Source records section start

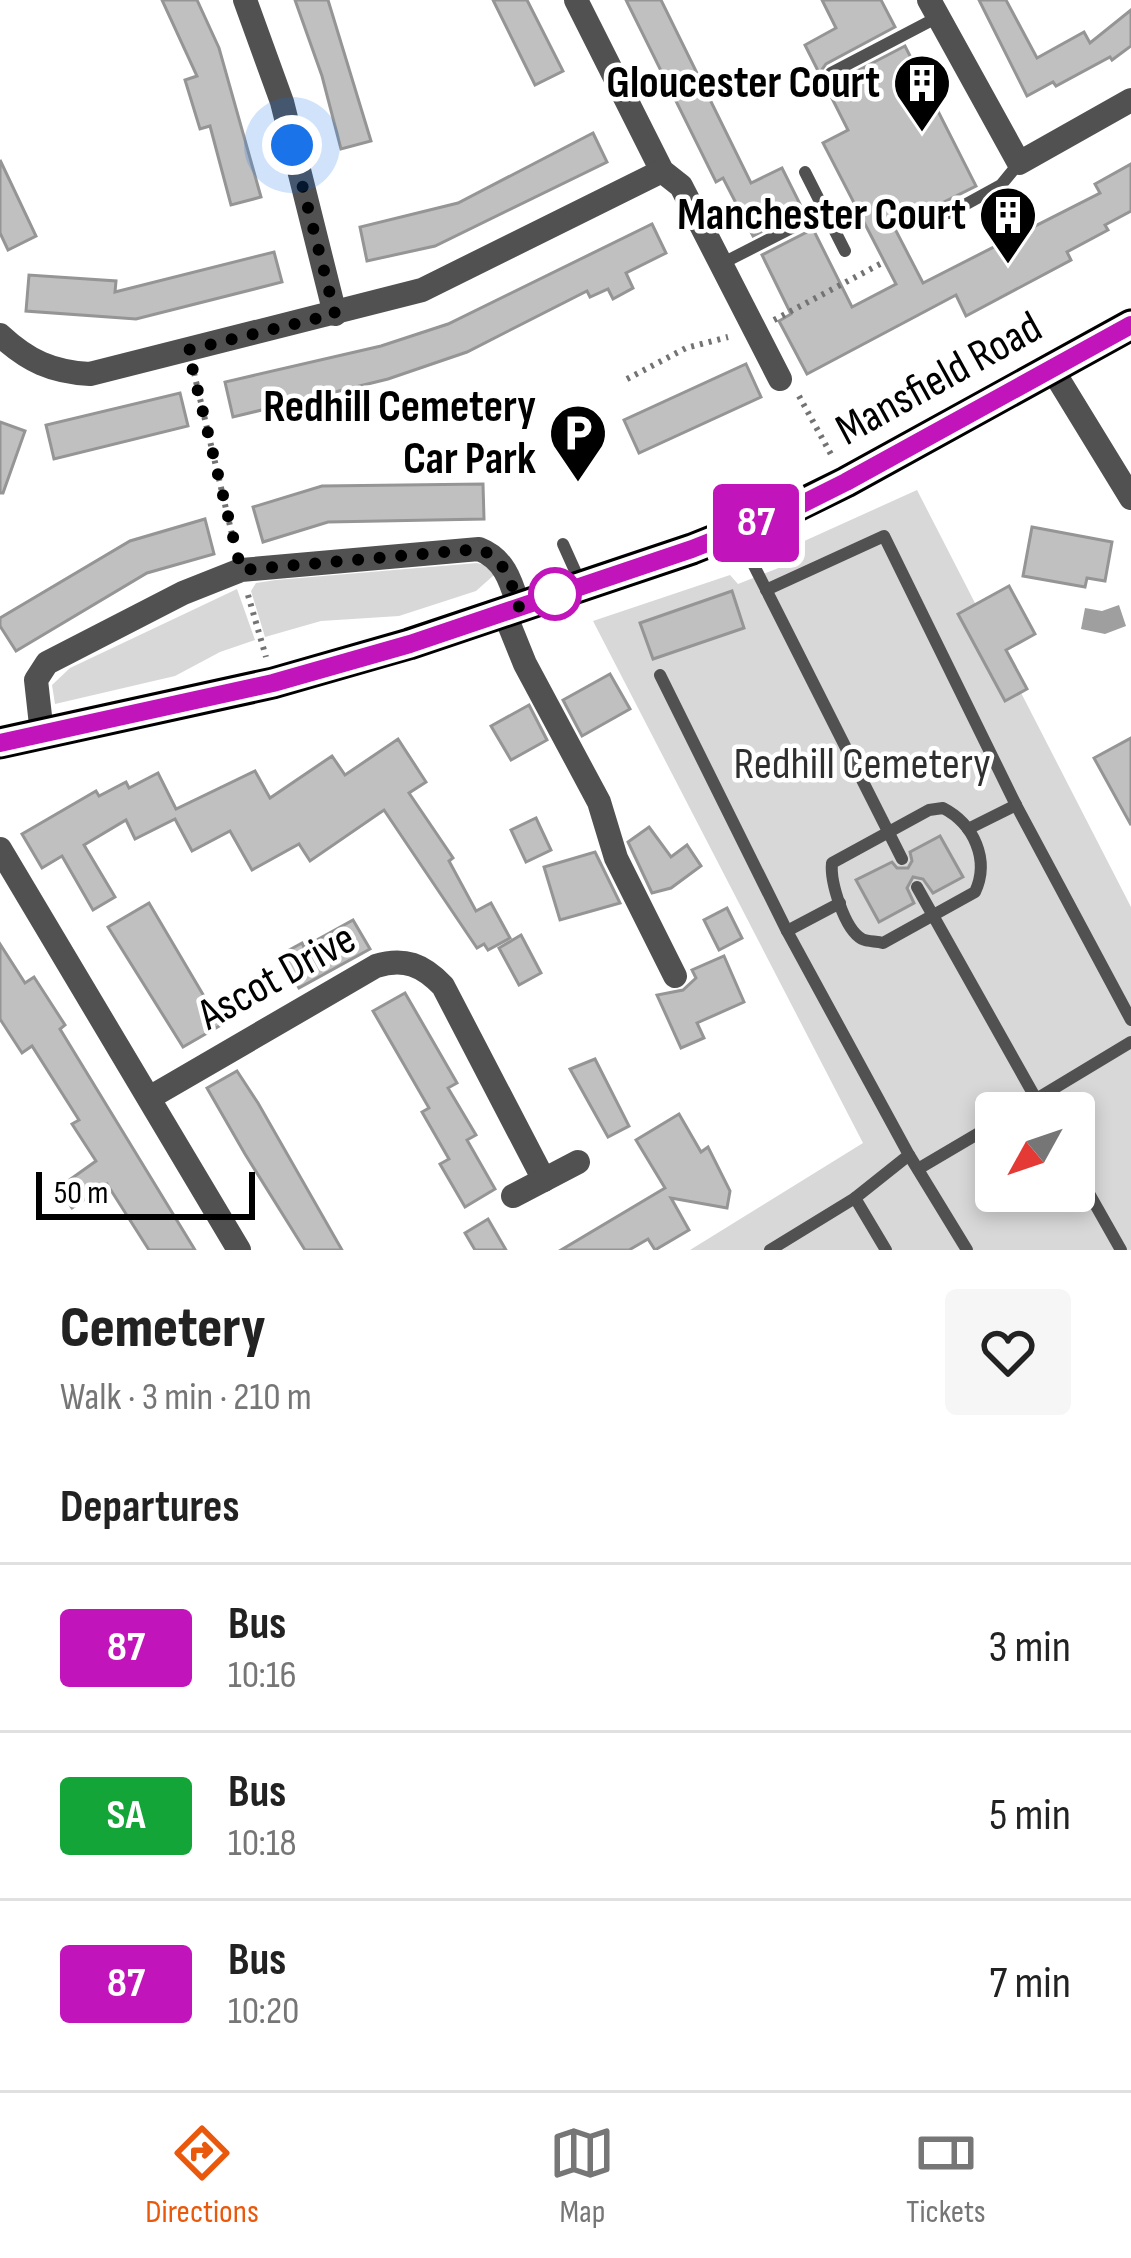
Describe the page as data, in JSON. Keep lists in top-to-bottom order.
{
  "streets": {
    "highway": ["Mansfield Road"],
    "street": ["Ascot Drive"]
  },
  "parks": ["Redhill Cemetery"],
  "places": {
    "building": ["Gloucester Court", "Manchester Court"],
    "parking": ["Redhill Cemetery Car Park"]
  },
  "lines": ["bus line 87"],
  "scale_bar": "50 m",
  "north": "bottom left",
  "page": {
    "on_map": "87",
    "scale": "50 m",
    "heading": [
      ["Cemetery", "Walk · 3 min · 210 m"],
      "Departures"
    ],
    "list": [
      {
        "mark": "87",
        "name": "Bus",
        "note": "10:16",
        "value": "3 min"
      },
      {
        "mark": "SA",
        "name": "Bus",
        "note": "10:18",
        "value": "5 min"
      },
      {
        "mark": "87",
        "name": "Bus",
        "note": "10:20",
        "value": "7 min"
      }
    ],
    "tabs": ["Directions", "Map", "Tickets"]
  }
}
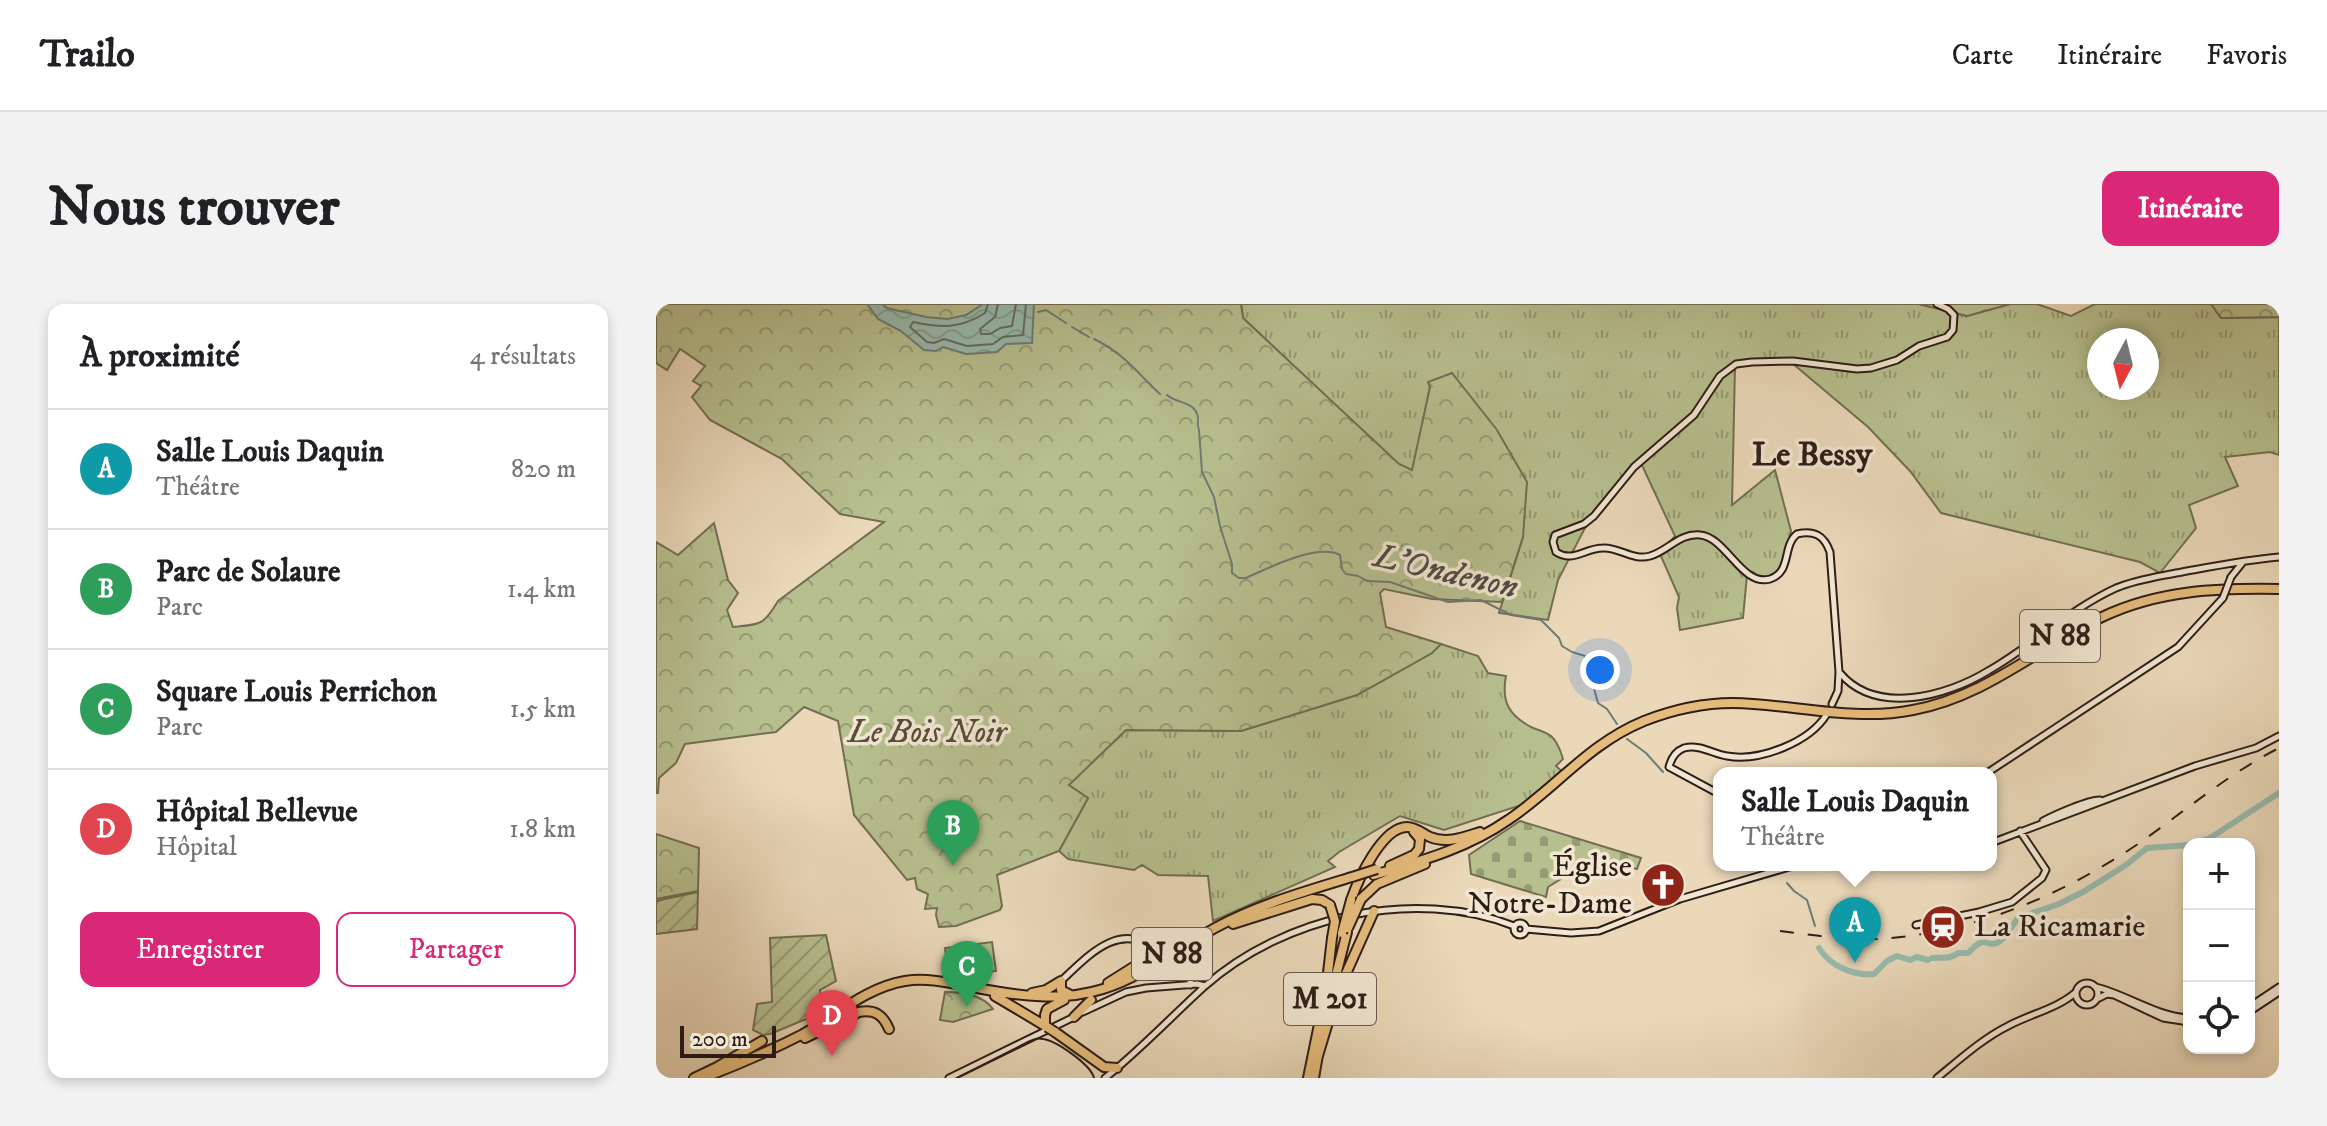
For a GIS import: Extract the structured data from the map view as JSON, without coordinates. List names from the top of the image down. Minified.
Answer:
{"streets":{"highway":["N 88","M 201"]},"districts":["Le Bessy"],"water":["L'Ondenon"],"parks":["Le Bois Noir"],"places":{"church":["Église Notre-Dame"],"station":["La Ricamarie"]},"scale_bar":"200 m","north":"bottom","page":{"header":"Trailo","nav":["Carte","Itinéraire","Favoris"],"buttons":["Itinéraire",["Enregistrer","Partager"]],"title":"Nous trouver","heading":["À proximité","4 résultats"],"list":[{"mark":"A","name":"Salle Louis Daquin","note":"Théâtre","value":"820 m"},{"mark":"B","name":"Parc de Solaure","note":"Parc","value":"1.4 km"},{"mark":"C","name":"Square Louis Perrichon","note":"Parc","value":"1.5 km"},{"mark":"D","name":"Hôpital Bellevue","note":"Hôpital","value":"1.8 km"}],"popup":["Salle Louis Daquin","Théâtre"],"pins":["B","A","C","D"],"map_buttons":["+","−"],"scale":"200 m"}}
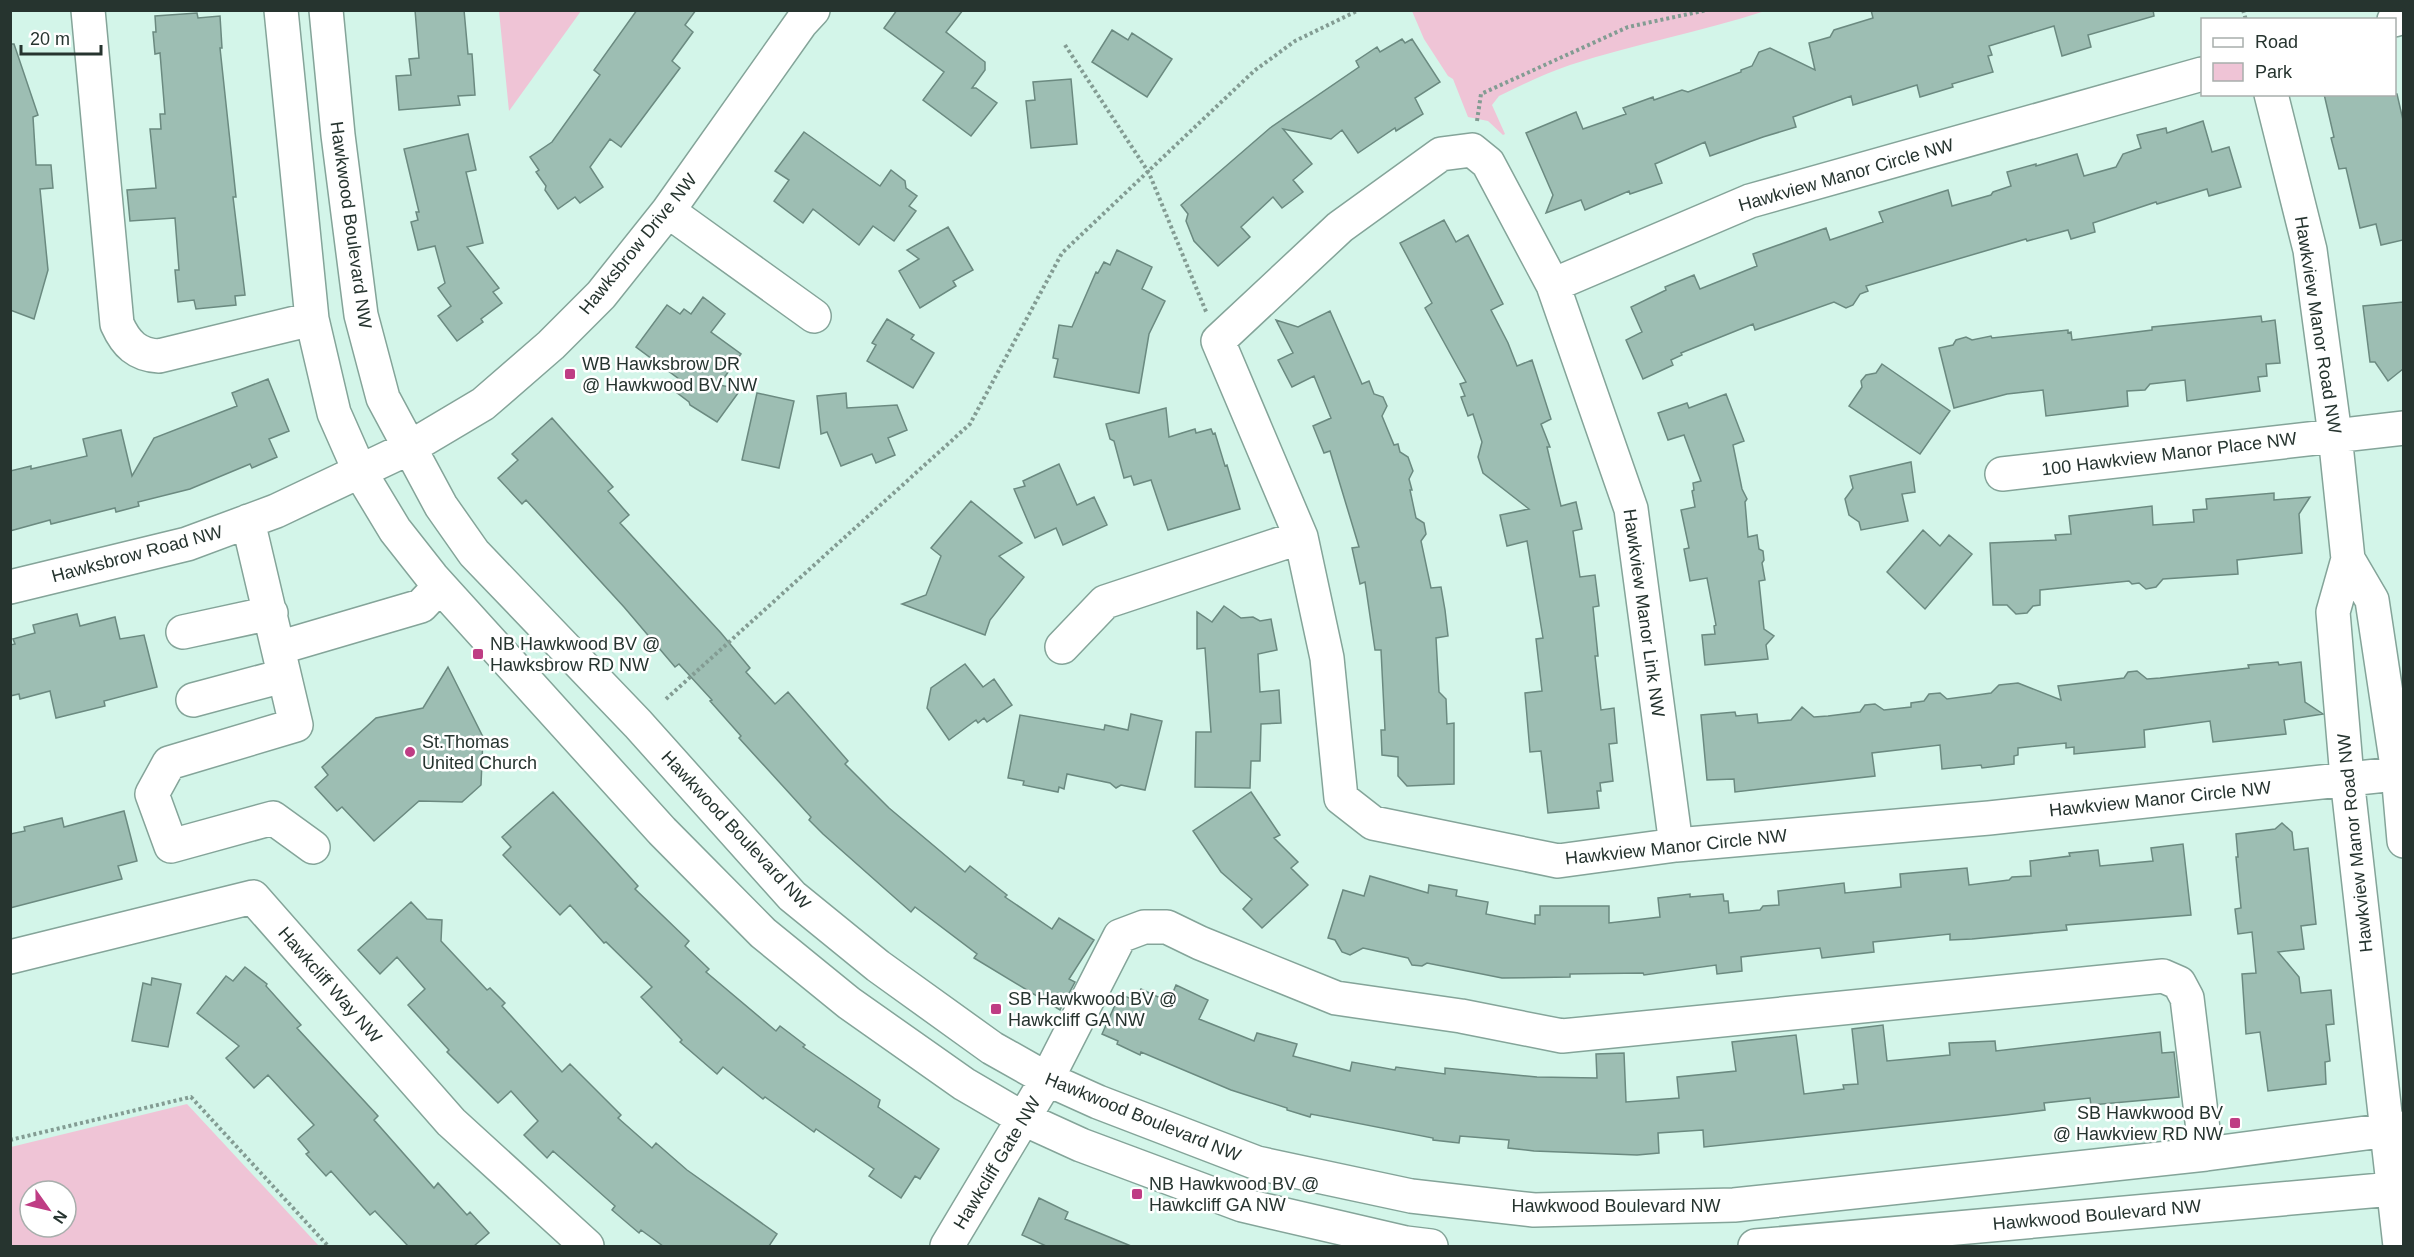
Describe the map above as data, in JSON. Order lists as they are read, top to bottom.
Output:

Source records section end

Give every record again exactly, apart from the pictures, which stay out.

Expected output:
Describe the page as data, in JSON. Keep lists in top-to-bottom order.
{
  "streets": {
    "highway": ["Mansfield Road"],
    "street": ["Ascot Drive"]
  },
  "parks": ["Redhill Cemetery"],
  "places": {
    "building": ["Gloucester Court", "Manchester Court"],
    "parking": ["Redhill Cemetery Car Park"]
  },
  "lines": ["bus line 87"],
  "scale_bar": "50 m",
  "north": "bottom left",
  "page": {
    "on_map": "87",
    "scale": "50 m",
    "heading": [
      ["Cemetery", "Walk · 3 min · 210 m"],
      "Departures"
    ],
    "list": [
      {
        "mark": "87",
        "name": "Bus",
        "note": "10:16",
        "value": "3 min"
      },
      {
        "mark": "SA",
        "name": "Bus",
        "note": "10:18",
        "value": "5 min"
      },
      {
        "mark": "87",
        "name": "Bus",
        "note": "10:20",
        "value": "7 min"
      }
    ],
    "tabs": ["Directions", "Map", "Tickets"]
  }
}
For a GIS import: Extract the structured data from the map view as JSON, without coordinates. List names from the top of the image down. Minified.
Answer:
{"streets":{"highway":["N 88","M 201"]},"districts":["Le Bessy"],"water":["L'Ondenon"],"parks":["Le Bois Noir"],"places":{"church":["Église Notre-Dame"],"station":["La Ricamarie"]},"scale_bar":"200 m","north":"bottom","page":{"header":"Trailo","nav":["Carte","Itinéraire","Favoris"],"buttons":["Itinéraire",["Enregistrer","Partager"]],"title":"Nous trouver","heading":["À proximité","4 résultats"],"list":[{"mark":"A","name":"Salle Louis Daquin","note":"Théâtre","value":"820 m"},{"mark":"B","name":"Parc de Solaure","note":"Parc","value":"1.4 km"},{"mark":"C","name":"Square Louis Perrichon","note":"Parc","value":"1.5 km"},{"mark":"D","name":"Hôpital Bellevue","note":"Hôpital","value":"1.8 km"}],"popup":["Salle Louis Daquin","Théâtre"],"pins":["B","A","C","D"],"map_buttons":["+","−"],"scale":"200 m"}}
Describe the map above as data, in JSON. Order lists as they are read, top to bottom.
Output:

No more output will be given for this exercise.